- **GOAL OF THE EXERCISE**:
Check every line of the entries that follow, and copy the ones containing "shadow".

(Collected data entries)
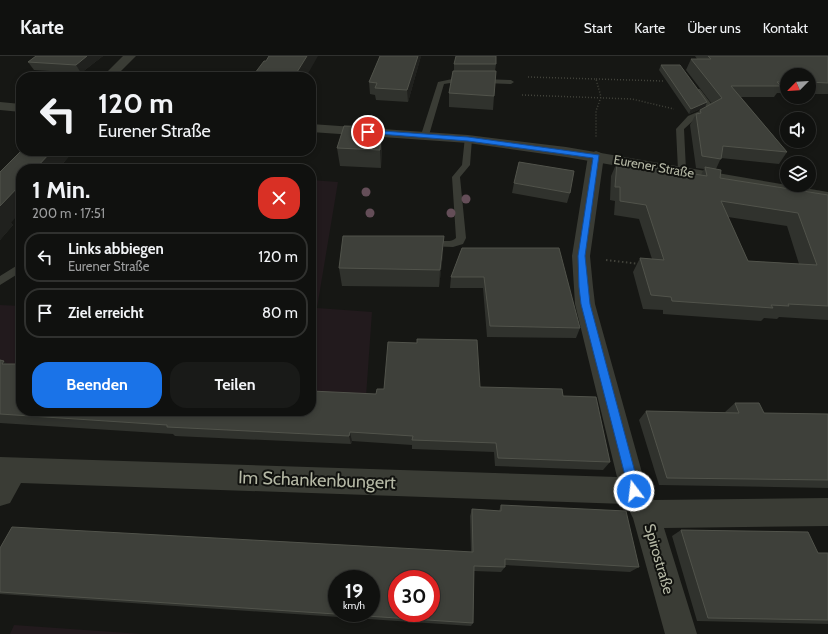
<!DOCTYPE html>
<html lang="de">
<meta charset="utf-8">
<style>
:root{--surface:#10110f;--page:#191a18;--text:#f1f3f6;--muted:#9c9d9e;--line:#30312f;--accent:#1a73e8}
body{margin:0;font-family:Cabin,sans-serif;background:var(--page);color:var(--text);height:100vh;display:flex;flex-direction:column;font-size:15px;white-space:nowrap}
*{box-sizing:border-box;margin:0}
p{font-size:13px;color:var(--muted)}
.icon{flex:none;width:22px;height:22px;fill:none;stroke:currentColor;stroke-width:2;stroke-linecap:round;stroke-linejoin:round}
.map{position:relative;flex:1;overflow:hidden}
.sheet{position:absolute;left:16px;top:108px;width:300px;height:252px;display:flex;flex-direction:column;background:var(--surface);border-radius:16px;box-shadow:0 2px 6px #0003,0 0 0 1px var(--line)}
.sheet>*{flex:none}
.guide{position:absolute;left:16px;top:16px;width:300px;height:84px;border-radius:16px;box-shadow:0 2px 6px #0003,0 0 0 1px var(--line);background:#10110f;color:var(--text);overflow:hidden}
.needle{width:26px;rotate:246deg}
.buttons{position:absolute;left:780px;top:12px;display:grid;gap:8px}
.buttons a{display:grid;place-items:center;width:36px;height:36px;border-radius:50%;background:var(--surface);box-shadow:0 2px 6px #0003,0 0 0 1px var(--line);font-size:20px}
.speed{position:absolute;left:328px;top:514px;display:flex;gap:8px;font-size:20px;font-weight:700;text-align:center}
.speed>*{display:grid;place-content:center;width:52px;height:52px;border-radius:50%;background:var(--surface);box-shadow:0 2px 6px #0003,0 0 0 1px var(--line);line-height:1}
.speed small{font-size:10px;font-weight:400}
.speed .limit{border:6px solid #d22;background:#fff;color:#111}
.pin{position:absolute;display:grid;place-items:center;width:34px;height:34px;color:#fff;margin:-17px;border:2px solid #fff;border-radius:50%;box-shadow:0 1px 4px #0007}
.me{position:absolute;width:44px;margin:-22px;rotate:345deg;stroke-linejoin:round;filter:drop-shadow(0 0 3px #0008)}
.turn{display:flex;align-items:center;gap:14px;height:84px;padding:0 16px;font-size:18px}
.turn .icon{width:52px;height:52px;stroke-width:2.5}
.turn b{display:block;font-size:28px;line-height:34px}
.round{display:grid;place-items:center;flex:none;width:42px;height:42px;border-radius:16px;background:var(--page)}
.headline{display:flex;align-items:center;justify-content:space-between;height:68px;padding:0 16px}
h1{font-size:24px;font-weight:800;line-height:30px}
.primary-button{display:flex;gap:8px;margin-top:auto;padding:8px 16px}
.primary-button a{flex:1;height:46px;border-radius:16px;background:var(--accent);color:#fff;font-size:16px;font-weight:800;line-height:46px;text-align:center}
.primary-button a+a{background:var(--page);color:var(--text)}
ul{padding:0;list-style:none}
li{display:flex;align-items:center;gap:12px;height:50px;margin:0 8px 6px;padding:0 8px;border:2px solid var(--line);border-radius:16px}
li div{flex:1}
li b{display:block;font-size:15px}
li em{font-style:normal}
header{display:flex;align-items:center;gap:24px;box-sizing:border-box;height:56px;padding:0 20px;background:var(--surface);border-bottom:1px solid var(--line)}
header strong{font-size:19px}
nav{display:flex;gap:22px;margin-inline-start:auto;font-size:14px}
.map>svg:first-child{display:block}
.green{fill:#221a1d}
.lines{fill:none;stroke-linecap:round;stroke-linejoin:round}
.path-far1{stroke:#42433b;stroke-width:1.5;stroke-dasharray:1 2;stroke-linecap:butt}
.path{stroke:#42433b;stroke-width:2;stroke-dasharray:1.5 2.5;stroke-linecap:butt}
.service{fill:#3a3c35;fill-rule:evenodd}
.minor{fill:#3a3c35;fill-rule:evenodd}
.tertiary{fill:#3a3c35;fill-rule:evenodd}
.tree{fill:#644e58}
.wall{fill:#30322d;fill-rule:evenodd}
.shaded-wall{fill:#20211e}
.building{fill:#3e403a;stroke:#51534b;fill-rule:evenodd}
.route{fill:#1a73e8;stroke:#114b97}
.labels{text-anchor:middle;stroke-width:4;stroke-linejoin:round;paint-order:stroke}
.far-street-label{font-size:13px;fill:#b5b8a5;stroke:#11120f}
.street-label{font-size:15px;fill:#b5b8a5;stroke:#11120f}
.near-street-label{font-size:18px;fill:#b5b8a5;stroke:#11120f}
</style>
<header>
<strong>Karte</strong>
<nav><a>Start</a><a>Karte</a><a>Über uns</a><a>Kontakt</a></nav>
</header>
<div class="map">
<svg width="828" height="578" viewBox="0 0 828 578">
<rect width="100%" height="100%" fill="#161714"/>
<path class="green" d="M311 124 338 126 317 252 372 256 366 341 311 339Z
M0 249 21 250V318L0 314Z
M14 569 142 578H10Z"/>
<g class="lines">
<path class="path-far1" d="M528 21 596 23 601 41 596 55V81
M596 23 663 25
M522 39 632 43 674 53"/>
<path class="path" d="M606 204 640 208"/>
<path class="service" d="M457 22 511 24 514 26 511 28 457 26 444 28 429 79 422 81 421 79 438 26Z
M694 33H700L715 53 694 64 684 73 686 114 682 117 678 114 676 73 688 60 707 52 693 35Z
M465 81 472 83 470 109 460 121 466 182 463 188 453 191 425 190 424 188C431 179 448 190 456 182L452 121 462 109Z
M21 207V216L0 229V220Z"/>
<path class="minor" d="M123 0H136L115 21H102Z
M596 95 601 97 604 100 590 200 593 231 595 248 646 431 654 444 828 442V470L664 472 697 578H665L633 462 626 448 21 427 10 447 0 450V401L617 421 575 248 572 200 588 100 591 97Z"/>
<path class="tertiary" d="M0 46 21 48V56L0 54Z
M311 68 468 79 566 91 828 136V146L566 101 468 87 311 76Z"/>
</g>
<g class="tree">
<circle cx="366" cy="136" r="4.5"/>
<circle cx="466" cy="143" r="4.5"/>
<circle cx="370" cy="157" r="4.5"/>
<circle cx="451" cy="157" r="4.5"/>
</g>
<path class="wall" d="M36 0H103L81 17 34 14 28 6Z
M380 0H421L408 46 376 44 375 39 370 38 369 26Z
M695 0H828V38H809V19H787V37H777L774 41H741L787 96 779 108 721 102 716 113 720 122 828 139V264L779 261 777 263 764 262 761 265 663 258V254L643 253 633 216 640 202 652 203 639 163 614 159 615 145 610 144 611 120 617 106 701 119 704 113 696 112 690 69 696 58 699 57 700 54 712 48 686 14 691 3H697ZM728 161 787 170 799 208 748 205Z
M454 8H496L495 15 494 40 493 54 449 51V37L454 15Z
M661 9 707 46 705 51 689 58 659 14Z
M382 88 381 112 340 110 337 92Z
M21 95H94L89 100 71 98 58 113H21L11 167 13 169 0 184V116Z
M514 127 570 137 567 147 512 137Z
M462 192 580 272 576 282 487 281 483 232H450L451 221Z
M443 198 439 231 342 230 339 212Z
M0 304 21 355 376 338 384 333 480 331 563 340 610 406 603 414 495 410 494 396 412 393V389L352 385 351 388 175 380 173 378 0 367Z
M735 347 764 357 828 358V432L659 429 639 364 646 355 726 357 725 356Z
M501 449 639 511 630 516 505 509V511L501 516 474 515 473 567 471 570 0 538V492L471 496 470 460 472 453 499 455Z
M681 474 818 497H828V568L697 565 672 480Z"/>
<path class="shaded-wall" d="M87 0H103L81 17 76 9Z
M307 0H318L306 21H294Z
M418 0H421L408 46 407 34Z
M707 46 705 51 689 58 691 53Z
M381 71 382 88 381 112 380 94Z
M52 95H69L71 98 58 113H35Z
M86 95H94L89 100Z
M21 128V155L11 167 13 169 0 184V150Z
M444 180 443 198 439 231 440 214Z
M4 305 16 315 2 308Z
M350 376 352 385 351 388 349 380Z"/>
<path class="building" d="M36 0H87L76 9 28 6Z
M269 0H307L294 21H252L264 5H266Z
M380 0H418L407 34 375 32 377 27 369 26Z
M456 0H496V8H454Z
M708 0H828V27L809 26V19H787V26H777L781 30H731L787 96 723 90 721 103 702 100 696 58 701 57 700 54 722 42 691 3H711Z
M661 9H680L707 46 691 53Z
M453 15H496L494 40 449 37Z
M344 70 381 71 380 94 337 92Z
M21 95H52L35 113H21V128L0 150V116Z
M519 106 574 115 570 137 514 127Z
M617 106 707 120 705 111 721 114 720 122 828 139V250L788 248 789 250 771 249 773 252 672 245 671 241 651 239 640 202 664 204 646 149 620 145V131H615ZM721 145 798 157 817 209 748 205Z
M343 180H444L440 214 339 212Z
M462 192H559L580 272 490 270 484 221H451Z
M417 283 477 284 480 331 562 333 563 340 596 341 610 406 498 402 496 387 412 384 413 380 350 376 349 380 167 371V369L0 358V304L4 305 2 308H21V355H311V335L376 338 377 333H384L388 286 417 287Z
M735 347H759L764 357 828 358V424L667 422 646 355 739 357Z
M501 449 626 455 639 511 505 503V511L474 510 473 567 0 536V492L12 471 473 496 472 453 501 455ZM337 523H371V557H337ZM397 523H431V557H397Z
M681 474 808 476 818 497H828V564L708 562Z"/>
<path class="route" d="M368 74 468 81 599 99 585 200 590 248 640 435 638 439 634 440 630 439 629 435 581 248 579 231 578 200 593 102 468 85 366 77V74Z"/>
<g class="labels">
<g class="far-street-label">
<text transform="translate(654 110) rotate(10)" y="5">Eurener Straße</text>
</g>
<g class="street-label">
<text transform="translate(659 503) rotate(74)" y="5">Spirostraße</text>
</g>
<g class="near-street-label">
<text transform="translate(317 424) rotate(2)" y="6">Im Schankenbungert</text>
</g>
</g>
</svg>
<div class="buttons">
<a><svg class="needle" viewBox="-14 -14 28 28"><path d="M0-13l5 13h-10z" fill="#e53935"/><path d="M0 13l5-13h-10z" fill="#9c9d9e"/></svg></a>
<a><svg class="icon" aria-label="sound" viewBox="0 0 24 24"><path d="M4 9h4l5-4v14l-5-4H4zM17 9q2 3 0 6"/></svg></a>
<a><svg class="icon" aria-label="layers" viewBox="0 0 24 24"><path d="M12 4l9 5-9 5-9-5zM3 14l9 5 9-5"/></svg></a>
</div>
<div class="speed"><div>19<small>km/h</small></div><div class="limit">30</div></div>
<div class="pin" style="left:368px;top:76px;background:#d93025"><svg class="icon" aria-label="arrive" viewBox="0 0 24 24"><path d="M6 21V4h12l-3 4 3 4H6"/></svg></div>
<svg class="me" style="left:634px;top:435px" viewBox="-20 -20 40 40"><circle r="17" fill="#1a73e8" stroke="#fff" stroke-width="3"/><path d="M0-11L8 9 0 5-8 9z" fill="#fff"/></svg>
<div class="guide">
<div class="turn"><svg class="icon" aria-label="left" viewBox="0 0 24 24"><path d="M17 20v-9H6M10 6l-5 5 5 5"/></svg><div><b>120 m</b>Eurener Straße</div></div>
</div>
<section class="sheet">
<div class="headline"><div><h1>1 Min.</h1><p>200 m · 17:51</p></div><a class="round" style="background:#d93025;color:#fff"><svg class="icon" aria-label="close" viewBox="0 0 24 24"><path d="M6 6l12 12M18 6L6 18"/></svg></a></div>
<ul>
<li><svg class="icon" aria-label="left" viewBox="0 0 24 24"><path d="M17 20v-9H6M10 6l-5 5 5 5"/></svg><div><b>Links abbiegen</b><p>Eurener Straße</p></div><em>120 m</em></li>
<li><svg class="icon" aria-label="arrive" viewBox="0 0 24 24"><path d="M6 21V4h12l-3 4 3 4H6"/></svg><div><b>Ziel erreicht</b></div><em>80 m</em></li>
</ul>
<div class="primary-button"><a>Beenden</a><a>Teilen</a></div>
</section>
</div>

- **EXERCISE SOLUTION**:
.sheet{position:absolute;left:16px;top:108px;width:300px;height:252px;display:flex;flex-direction:column;background:var(--surface);border-radius:16px;box-shadow:0 2px 6px #0003,0 0 0 1px var(--line)}
.guide{position:absolute;left:16px;top:16px;width:300px;height:84px;border-radius:16px;box-shadow:0 2px 6px #0003,0 0 0 1px var(--line);background:#10110f;color:var(--text);overflow:hidden}
.buttons a{display:grid;place-items:center;width:36px;height:36px;border-radius:50%;background:var(--surface);box-shadow:0 2px 6px #0003,0 0 0 1px var(--line);font-size:20px}
.speed>*{display:grid;place-content:center;width:52px;height:52px;border-radius:50%;background:var(--surface);box-shadow:0 2px 6px #0003,0 0 0 1px var(--line);line-height:1}
.pin{position:absolute;display:grid;place-items:center;width:34px;height:34px;color:#fff;margin:-17px;border:2px solid #fff;border-radius:50%;box-shadow:0 1px 4px #0007}
.me{position:absolute;width:44px;margin:-22px;rotate:345deg;stroke-linejoin:round;filter:drop-shadow(0 0 3px #0008)}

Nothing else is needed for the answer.